It seems that the issue started after the deployment of 2022-02-07T05:10:07+00:00. It affects primarily reg and occasionally cen. It has not affected saki and drill on cen which are both running the earlier code base. It is not affecting brazza on cen even though updated however brazza is running secondary preferred. The vast majority of the errors involve reading search results after writing the search results; these are caught and only seen by a log analysis and the end user they are not logged to errbit. Those being logged to errbit are an eccelctic selection of reads from a variety of collections eg freereg_records but almost all occur during a write. Colobus is the administrator server and therefore is doing more writes to all collections and reg is far more active with writes than cen

Captainkirkdawson commented 2 years ago

I have changed the read preference on colobus to secondary_preferred but still 1,2,3,4,5. Will evaluate

Captainkirkdawson commented 2 years ago

Continues to occur. Looking at the log. FREEREG:SEARCH: Search 620c3820f4040b182f2b9586 had a problem Retryable write with txnNumber 42 is prohibited on session 7fd511bb-daa3-4ffb-8620-43b35e517e53 - 47DEQpj8HBSa+/TImW+5JCeuQeRkm5NMpJWZG3hSuFU= because a newer retryable write with txnNumber 1175 has already started on this session. (225) (on mongodb2.internal.freeukgen.org.uk, modern retry, attempt 1)

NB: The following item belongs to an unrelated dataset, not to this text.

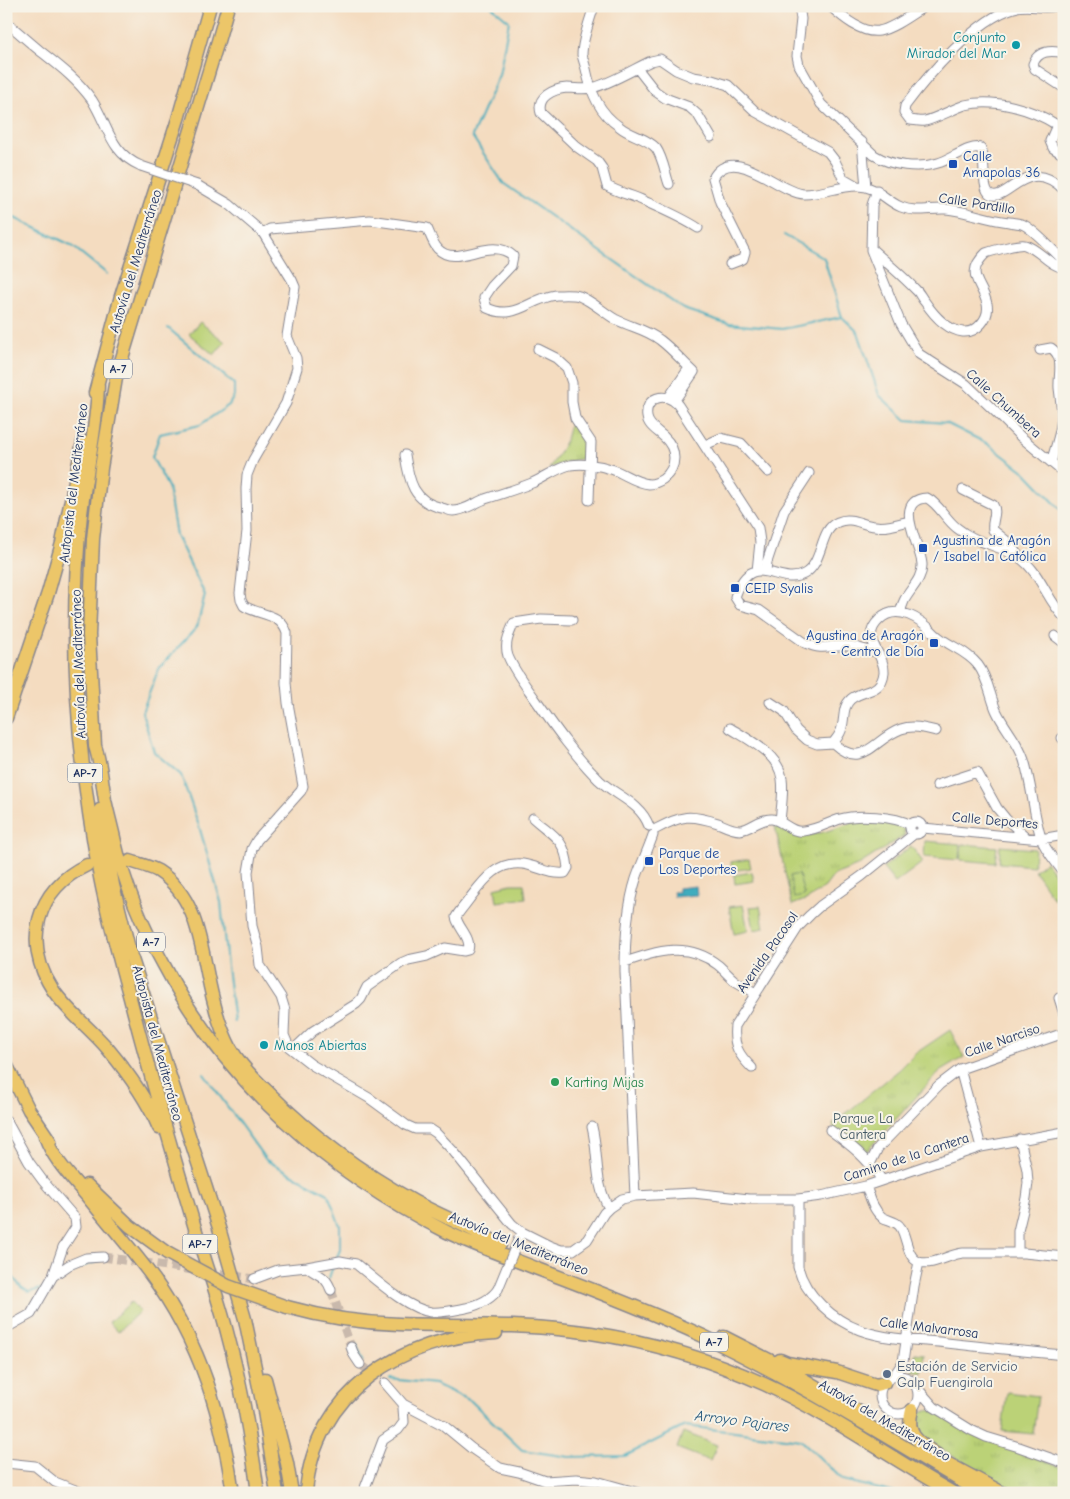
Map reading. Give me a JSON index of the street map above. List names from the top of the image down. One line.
{"streets":{"highway":["Autovía del Mediterráneo","A-7","Autopista del Mediterráneo","AP-7"],"street":["Calle Pardillo","Calle Chumbera","Calle Deportes","Avenida Pacosol","Calle Narciso","Camino de la Cantera","Calle Malvarrosa"]},"crossings":[["Calle Pardillo","Calle Chumbera"],["Autovía del Mediterráneo","Autopista del Mediterráneo"],["Calle Deportes","Avenida Pacosol"],["Camino de la Cantera","Calle Malvarrosa"]],"water":["Arroyo Pajares"],"parks":["Parque La Cantera"],"places":{"other":["Conjunto Mirador del Mar","Manos Abiertas","Karting Mijas","Estación de Servicio Galp Fuengirola"],"transit":["Calle Amapolas 36","Agustina de Aragón / Isabel la Católica","CEIP Syalis","Agustina de Aragón - Centro de Día","Parque de Los Deportes"]}}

Captainkirkdawson commented 2 years ago

Looking at errbit errors https://github.com/FreeUKGen/MyopicVicar/blob/master/app/controllers/freereg_contents_controller.rb#L33 is the action that seems to cause a number of these issues but why? It has been in use that why for 3 years!! https://github.com/FreeUKGen/MyopicVicar/blob/master/app/controllers/open_controller.rb#L55 is another save of a set of user submitted parameters. It is 4 years old! Perhaps it is associated with very different retryable writes for different collections being started while the first was still underway. Since it appears it every thing is being done within the same session multiple different collection writes would appear to be problematic. But why now???????? It is now beyond me. Cannot see we have changed anything that would start this. But the analysis says we did. @lemon-ukgen you didn't change passenger or anything else at that time perchance? @Vino-S perhaps you try setting RetryableWrite flag to false as suggested.

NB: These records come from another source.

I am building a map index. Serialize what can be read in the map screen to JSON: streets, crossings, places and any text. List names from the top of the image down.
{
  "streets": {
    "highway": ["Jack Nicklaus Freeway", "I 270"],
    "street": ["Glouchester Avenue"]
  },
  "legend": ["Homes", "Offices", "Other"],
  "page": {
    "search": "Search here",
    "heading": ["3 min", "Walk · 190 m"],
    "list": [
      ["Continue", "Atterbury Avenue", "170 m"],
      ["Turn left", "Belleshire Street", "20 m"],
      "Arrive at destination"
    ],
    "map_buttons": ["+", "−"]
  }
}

lemon-ukgen commented 2 years ago

@Captainkirkdawson I've made no changes to either Apache/Passenger or MongoDB servers this year.

Maybe worth checking out that How to fix: Mongo::Error::OperationFailure link above after all!

The "further context", for ignoring it, was the extra info that there had been a recent code change... but if we're satisfied that it's not down to a code change then I'd say its worth a look, if only to rule it out. Concurrency, overlapping transactions, forking servers... sounds expedient to re-connect each child individually.

Captainkirkdawson commented 2 years ago

@lemon-ukgen I was pretty sure there had been no changes to apache/passenger but had to check. WRT to your suggestion I do not understand where that code would go. All we have in config.ru is

require ::File.expand_path('../config/environment', FILE) run MyopicVicar::Application

Can you discus with @Vino-S and lets give it a whirl

lemon-ukgen commented 2 years ago

I think it should go between the require and the run line, but ... I'm no Rails developer!

Something like:

require ::File.expand_path('../config/environment',  __FILE__)

if defined?(PhusionPassenger)
  PhusionPassenger.on_event(:starting_worker_process) do |forked|
    Mongoid::Clients.clients.each do |name, client|
      client.close
      client.reconnect
    end
  end
end

run MyopicVicar::Application

Probably best try this on test2 / test3 first.

Vino-S commented 2 years ago

Implemented Lemon's suggestion in live for FreeREG. It's been an hour since the Colobus implementation. There has been no error reported in FreeREG since the implementation. Should we proceed with the deployment of the changes in CEN too?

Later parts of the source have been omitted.